Part A: The area of Mya's garden would be found by multiplying the length,8, by the width, 3 2/3. This gives an area of 88/3 or 29 1/3 square feet. We can set up our equation A = lw to find the length of Belinda's garden.
[tex]\frac{88}{3}=x*3[/tex]
Divide both sides by 3:
88/3 ÷ 3 = 3x ÷ 3
88/3 * 1/3 = x (remember that when dividing fractions you flip the second one, 3/1, and multiply)
88/9 = x
Belinda's garden would need to be 88/9, or 9 7/9, feet long to have the same area as Mya's.
Part B)
The volume of Mya's garden is found by multiplying length by width by height. Another way of looking at this is the area of the base multiplied by the height.

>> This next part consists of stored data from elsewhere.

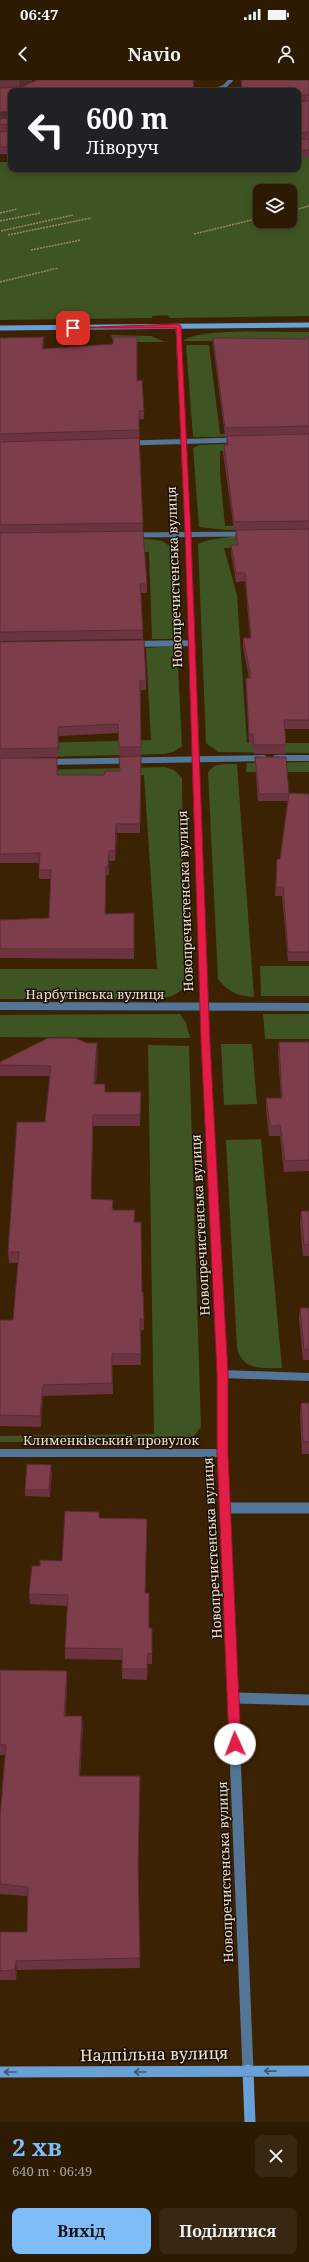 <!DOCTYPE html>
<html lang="uk">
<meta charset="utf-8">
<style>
:root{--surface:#2c1a02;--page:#382711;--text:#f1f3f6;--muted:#a6a199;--line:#483824;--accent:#7fbdfa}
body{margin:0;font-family:"Noto Serif",serif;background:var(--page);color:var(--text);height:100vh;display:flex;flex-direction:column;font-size:15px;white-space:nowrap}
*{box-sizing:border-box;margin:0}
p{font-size:13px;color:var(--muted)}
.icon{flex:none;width:22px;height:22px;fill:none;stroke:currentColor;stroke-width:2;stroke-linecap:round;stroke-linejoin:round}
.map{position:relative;height:2042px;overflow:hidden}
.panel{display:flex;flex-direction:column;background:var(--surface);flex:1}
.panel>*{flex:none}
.guide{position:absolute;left:8px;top:8px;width:293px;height:84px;border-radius:8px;box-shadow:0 2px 10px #0003,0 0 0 1px var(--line);background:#202124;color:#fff;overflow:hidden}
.buttons{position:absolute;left:253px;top:104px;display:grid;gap:8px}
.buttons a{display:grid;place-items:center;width:44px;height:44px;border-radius:8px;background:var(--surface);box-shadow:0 2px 10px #0003,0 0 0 1px var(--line);font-size:20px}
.pin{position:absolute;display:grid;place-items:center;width:34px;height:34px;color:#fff;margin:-17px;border-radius:8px;box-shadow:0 2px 6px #0006}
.me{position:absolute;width:44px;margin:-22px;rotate:358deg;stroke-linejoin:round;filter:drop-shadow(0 0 3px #0008)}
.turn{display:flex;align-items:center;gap:14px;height:84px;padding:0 12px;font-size:18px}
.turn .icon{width:52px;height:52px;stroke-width:2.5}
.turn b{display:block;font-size:28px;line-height:34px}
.round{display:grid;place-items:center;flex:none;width:42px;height:42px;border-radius:8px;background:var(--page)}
.overview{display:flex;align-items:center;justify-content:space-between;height:68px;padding:0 12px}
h1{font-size:24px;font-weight:700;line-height:30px;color:var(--accent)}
.button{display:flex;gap:8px;margin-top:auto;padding:8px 12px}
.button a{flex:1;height:46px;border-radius:8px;background:var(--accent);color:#111;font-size:16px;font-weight:700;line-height:46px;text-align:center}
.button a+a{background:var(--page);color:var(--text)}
.status{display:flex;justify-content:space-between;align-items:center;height:28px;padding:0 20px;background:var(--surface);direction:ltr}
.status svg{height:11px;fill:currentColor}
header{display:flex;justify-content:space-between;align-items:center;height:52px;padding:0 12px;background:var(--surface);font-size:18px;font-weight:700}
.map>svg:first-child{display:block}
</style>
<div class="status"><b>06:47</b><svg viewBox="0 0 49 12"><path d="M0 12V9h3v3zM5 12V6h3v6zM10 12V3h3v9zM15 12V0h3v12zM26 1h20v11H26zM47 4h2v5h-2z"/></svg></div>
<header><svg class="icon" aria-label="back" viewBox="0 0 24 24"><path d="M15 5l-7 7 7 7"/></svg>Navio<svg class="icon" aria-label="person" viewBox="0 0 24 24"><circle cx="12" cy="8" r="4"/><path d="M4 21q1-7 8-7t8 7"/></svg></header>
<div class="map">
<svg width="309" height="2042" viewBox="0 0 309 2042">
<rect width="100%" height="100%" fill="#3b2203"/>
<path fill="#3f5423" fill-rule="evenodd" d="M298,77h11v159l-139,2 -3,-3 -15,1v2l-152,2v-158h11v7h287zM260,111h30v30h-30z
M309,252v9h-126c17,-14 101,-8 126,-9z
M111,255l40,1 14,6h-52z
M186,265h23l11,89 89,-1v3l-116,1z
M251,363l58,5 -89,3v22l5,53 84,-3v4l-83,3 -27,-3 -6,-79 7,-3z
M294,457l15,9 -85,2 13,47 10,148h62v10l-91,-1 -12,-9 -8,-199c26,-11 67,-7 96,-7z
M148,459l14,2 12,8 3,90h-25l-3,-87 -149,4v-14z
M177,566l5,100 -9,6 -9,2 -164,4v-14l151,-4 -5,-92z
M309,682v10h-63l1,-9z
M224,684h13l17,233c-17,-1 -25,-5 -36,-18l-10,-207 6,-6z
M165,687l9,3 8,8 2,211 -12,7 -20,4 -152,-1v-30h157l-13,-194 -144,5v-9z
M260,886h49v30h-48z
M180,934l6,9 4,15 -190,-1v-22z
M263,934h46v25h-44z
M221,964h31l5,60 -33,1z
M148,965l41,1 12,381 -8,10 -14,4 -179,1v-6l154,-2z
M261,1059l21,229c-18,0 -40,3 -45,-20l-11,-208z"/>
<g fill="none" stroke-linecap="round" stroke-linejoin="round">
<path stroke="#9b876f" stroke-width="1.5" stroke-dasharray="2 1" stroke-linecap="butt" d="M290,131l19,-5
M0,133l17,-4
M0,141l40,-8
M1,151l72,-16
M194,154l66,-16
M8,155l83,-17
M31,170l50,-10
M0,202l58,-14"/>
<path stroke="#527598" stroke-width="4" d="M213,11l11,-4 7,-7"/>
<path stroke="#527598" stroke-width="11" d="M226,1428h83
M233,1618l76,2"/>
<path stroke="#527598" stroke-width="5" d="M178,246l13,285
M130,363l106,-3
M134,455l112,-1"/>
<path stroke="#527598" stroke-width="6" d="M191,530l12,385
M134,564l57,-1
M276,678h33
M48,682l216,-4"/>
<path stroke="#527598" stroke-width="8" d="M203,914l20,380 1,114
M0,926l309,1
M223,1294l86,3
M0,1373h223"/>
<path stroke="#527598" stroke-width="11" d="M224,1407l24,583"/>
<path stroke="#67a1d8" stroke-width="5" d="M0,248l309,-3"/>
<path stroke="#67a1d8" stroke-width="11" d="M248,1990l2,52
M0,1992l309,-1"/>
</g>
<path fill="#6c3440" d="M0,0h32v2l-13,5 -19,1z
M241,0h68v77h-11v-66h-57z
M11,44v30h-11v-29z
M305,257h4v97l-84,2 -12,-91v-7l92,1z
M0,258l44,7 -1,3 94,33 7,30v8h-5l4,112 4,53v9h-6l2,46 -143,2z
M309,354v295h-24l1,16 -1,9h-31l-2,-11h-3l-3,-56v-9h3l-6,-31v-9h7l-5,-57 -9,1 -5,-29v-8h5l-1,-7 1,-8h-2l-11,-77 1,-8h2l1,-9z
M0,562l146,39v9h-6l1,66h-22l-1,-23 -59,3 -1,21 -58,1z
M141,676l-1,77h-23l-2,28h-6v14h-3l-1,39 29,-1v46l-134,-1v-38l49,-2 2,-39h-12v-16h-39v-105l58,9 -1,8h47l16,-4z
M255,677l34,37h20v167h-21l-6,-65h-7l2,-37h3l8,-58h-30l-3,-37z
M279,962h30v129l-25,1 -4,-36h-11l-3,-27v-11h15l-3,-45z
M87,963h10l1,11 -2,30 9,8h36l-1,34h-47l-2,73 22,1v10l22,12 7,70h1l1,38h-4l1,35h-29l1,29 -70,2 -2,31 -41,-1v-106h13l5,-57h-9l-1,-11 37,-130 5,-46h-50v-14z
M301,1131h8v45h-6l-3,-33z
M300,1228h9v52h-6l-4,-42z
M301,1323h8v51h-7l-2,-39z
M52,1391l-2,26 -25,-1v-6z
M99,1438l48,1 -2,74 4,35h3v36h-4l-1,16 -25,-1v-19l-57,-1v-11l2,-42 -37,-2 -1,-10 33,-33z
M0,1590l67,1v11l-1,34 17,11 -3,49 60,10 -2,89 2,93 -123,2 -1,10h-16v-48h27l1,-36 -28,-2v-76l5,-63h-5z"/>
<path fill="#582b34" d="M19,0h13v2l-13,5z
M11,31v7l-11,1v-7z
M44,257v8l-2,11v-7z
M58,647l1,9 -1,21z
M116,744l1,9 -2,28v-10z
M109,771v24l-1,-9z
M97,963l1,11 -3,41 -1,-11z
M93,1035v11l-2,84v-11z
M43,1305v11l-2,31 -1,-11z
M51,1385l1,6 -2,26 -1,-7z
M67,1591v11l-2,45 -1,-11z
M82,1636l1,11 -4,59v-10z
M16,1881l1,9 -1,10 -1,-10z"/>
<path fill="#7e3d4a" stroke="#582b34" d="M0,0h17l-17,1z
M37,0h156l1,11h-183v20l-11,1v-24l21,-1z
M241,0h68v15h-11v-4h-56z
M309,21v31l-11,1v-31z
M11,37v7l-11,1v-6z
M11,51v16h-11v-15z
M298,59h11v11h-11z
M44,257l-2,12 71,-5v-7h24v44l5,-1 2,31h-5v19l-139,4v-96z
M305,257h4v89l-84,2 -12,-90 93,1z
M309,354v87l-75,1 -10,-77h4l-1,-9z
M139,358l4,85 -143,2v-83z
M309,449v191h-25l2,25h-32l-1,-11h-4l-3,-56h5l-8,-40h8l-6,-65h-9l-5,-28h7l-2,-15z
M143,451l4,53h-7l3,46 -143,2v-99z
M144,560l2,41h-6l1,66h-22l-1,-23 -60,3v21l-58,1v-107z
M141,676l-1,68h-24l-1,27h-6l-1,15h-2l-1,48 29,-1v36h-134v-29l49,-2 2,-48h-12l1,-17 -40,1v-96h57v17h47l1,-4h15l-1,-14z
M255,677h31l3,37h-30z
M289,713l20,1v158h-21l-5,-65h-7l1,-28h3z
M48,958h27l12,5h10l-3,41h11v8h36l-1,23h-47l-2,84 22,1 -1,10h23l-1,12h7l1,70h1l1,27h-4l1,35h-29v29l-69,2 -3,31 -40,-1v-95h13l6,-68h-11l9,-130h28l6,-56 -51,-1v-3z
M279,962h30v118l-24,1 -5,-36 -10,1 -4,-28h16z
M301,1131h8v34h-5z
M300,1228h9v41l-5,1z
M301,1323h8v39h-6z
M27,1384l24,1 -2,25h-24z
M65,1431l34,1v6l48,1 -2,74h4v35h3v26l-4,-1 -1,16h-25v-20l-57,-1 3,-53 -39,-1 3,-28h8v-6l22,1z
M0,1590l67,1 -3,45h18l-3,60h61l-2,90 2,92 -124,3 -1,9 -15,1v-39h27l1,-45 -28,-3v-66l6,-73h-6z"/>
<defs><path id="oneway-shaft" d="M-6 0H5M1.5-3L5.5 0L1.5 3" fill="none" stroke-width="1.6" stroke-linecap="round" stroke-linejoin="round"/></defs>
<g stroke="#40586e">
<use href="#oneway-shaft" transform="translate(270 1991) rotate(-179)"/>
<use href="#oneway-shaft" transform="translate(10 1992) rotate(180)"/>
<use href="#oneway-shaft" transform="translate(140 1992) rotate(180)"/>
</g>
<path fill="#e11d48" stroke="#92132f" d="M178,244l3,2 10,208 19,508 18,332v79l13,291 -2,4 -4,2 -4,-2 -2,-4 -12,-291v-79l-16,-332 -16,-508 -9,-206h-106z"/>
<g text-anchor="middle" stroke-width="3" stroke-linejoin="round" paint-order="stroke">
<g font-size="13" fill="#f3e3d2" stroke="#1a0f04">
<text transform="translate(174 497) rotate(-92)" y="5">Новопречистенська вулиця</text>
<text transform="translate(185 821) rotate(-92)" y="5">Новопречистенська вулиця</text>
<text x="95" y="919">Нарбутівська вулиця</text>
<text transform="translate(200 1145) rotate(-93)" y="5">Новопречистенська вулиця</text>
<text x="111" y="1365">Клименківський провулок</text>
<text transform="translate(212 1468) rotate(-93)" y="5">Новопречистенська вулиця</text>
<text transform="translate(225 1792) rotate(-92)" y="5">Новопречистенська вулиця</text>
</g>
<g font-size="16" fill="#f3e3d2" stroke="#1a0f04">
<text transform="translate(154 1974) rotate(-1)" y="6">Надпільна вулиця</text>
</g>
</g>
</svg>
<div class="buttons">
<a><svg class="icon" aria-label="layers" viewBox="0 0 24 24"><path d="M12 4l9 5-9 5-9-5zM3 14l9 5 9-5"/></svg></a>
</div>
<div class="pin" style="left:73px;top:248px;background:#d93025"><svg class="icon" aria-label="arrive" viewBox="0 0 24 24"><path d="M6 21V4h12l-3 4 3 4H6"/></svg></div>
<svg class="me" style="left:235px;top:1664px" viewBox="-20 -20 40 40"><circle r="19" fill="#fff"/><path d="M0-13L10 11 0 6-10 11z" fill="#e11d48"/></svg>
<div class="guide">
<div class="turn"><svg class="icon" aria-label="left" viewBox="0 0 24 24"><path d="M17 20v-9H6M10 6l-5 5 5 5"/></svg><div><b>600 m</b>Ліворуч</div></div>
</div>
</div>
<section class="panel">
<div class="overview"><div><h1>2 хв</h1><p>640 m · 06:49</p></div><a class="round"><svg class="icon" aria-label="close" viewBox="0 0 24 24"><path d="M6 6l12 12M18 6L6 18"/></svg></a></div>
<div class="button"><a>Вихід</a><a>Поділитися</a></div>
</section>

8(3 2/3)(2) = (8/1)(11/3)(2/1) = 176/3 = 58 2/3 cubic feet.
The volume of Belinda's garden would still be the area of the base multiplied by the height; since the area of her garden is the same as the area of Mya's garden, as well as the heights being the same, then yes, hers would have the same volume:
(9 7/9)(3)(2) = (88/9)(3/1)(2/1) = 528/9 = 58 2/3
Part C)
We divide the volume of Mya's bed, 58 2/3 cubic feet, by 2 to find out how many bags:
(58 2/3) ÷ 2 = (176/3) ÷ (2/1) = (176/3) * (1/2) = 176/6 = 29 1/3 bag. We can't purchase 1/3 of a bag so she will need to purchase 30 bags.
If Belinda has purchased 22 bags, that is 44 cubic feet of soil. We divide this volume of soil by the area of her bed to find the height it will reach:
44 ÷ (88/3) = (44/1) ÷ (88/3) = (44/1) * (3/88) = 132/88 = 1 1/2 feet.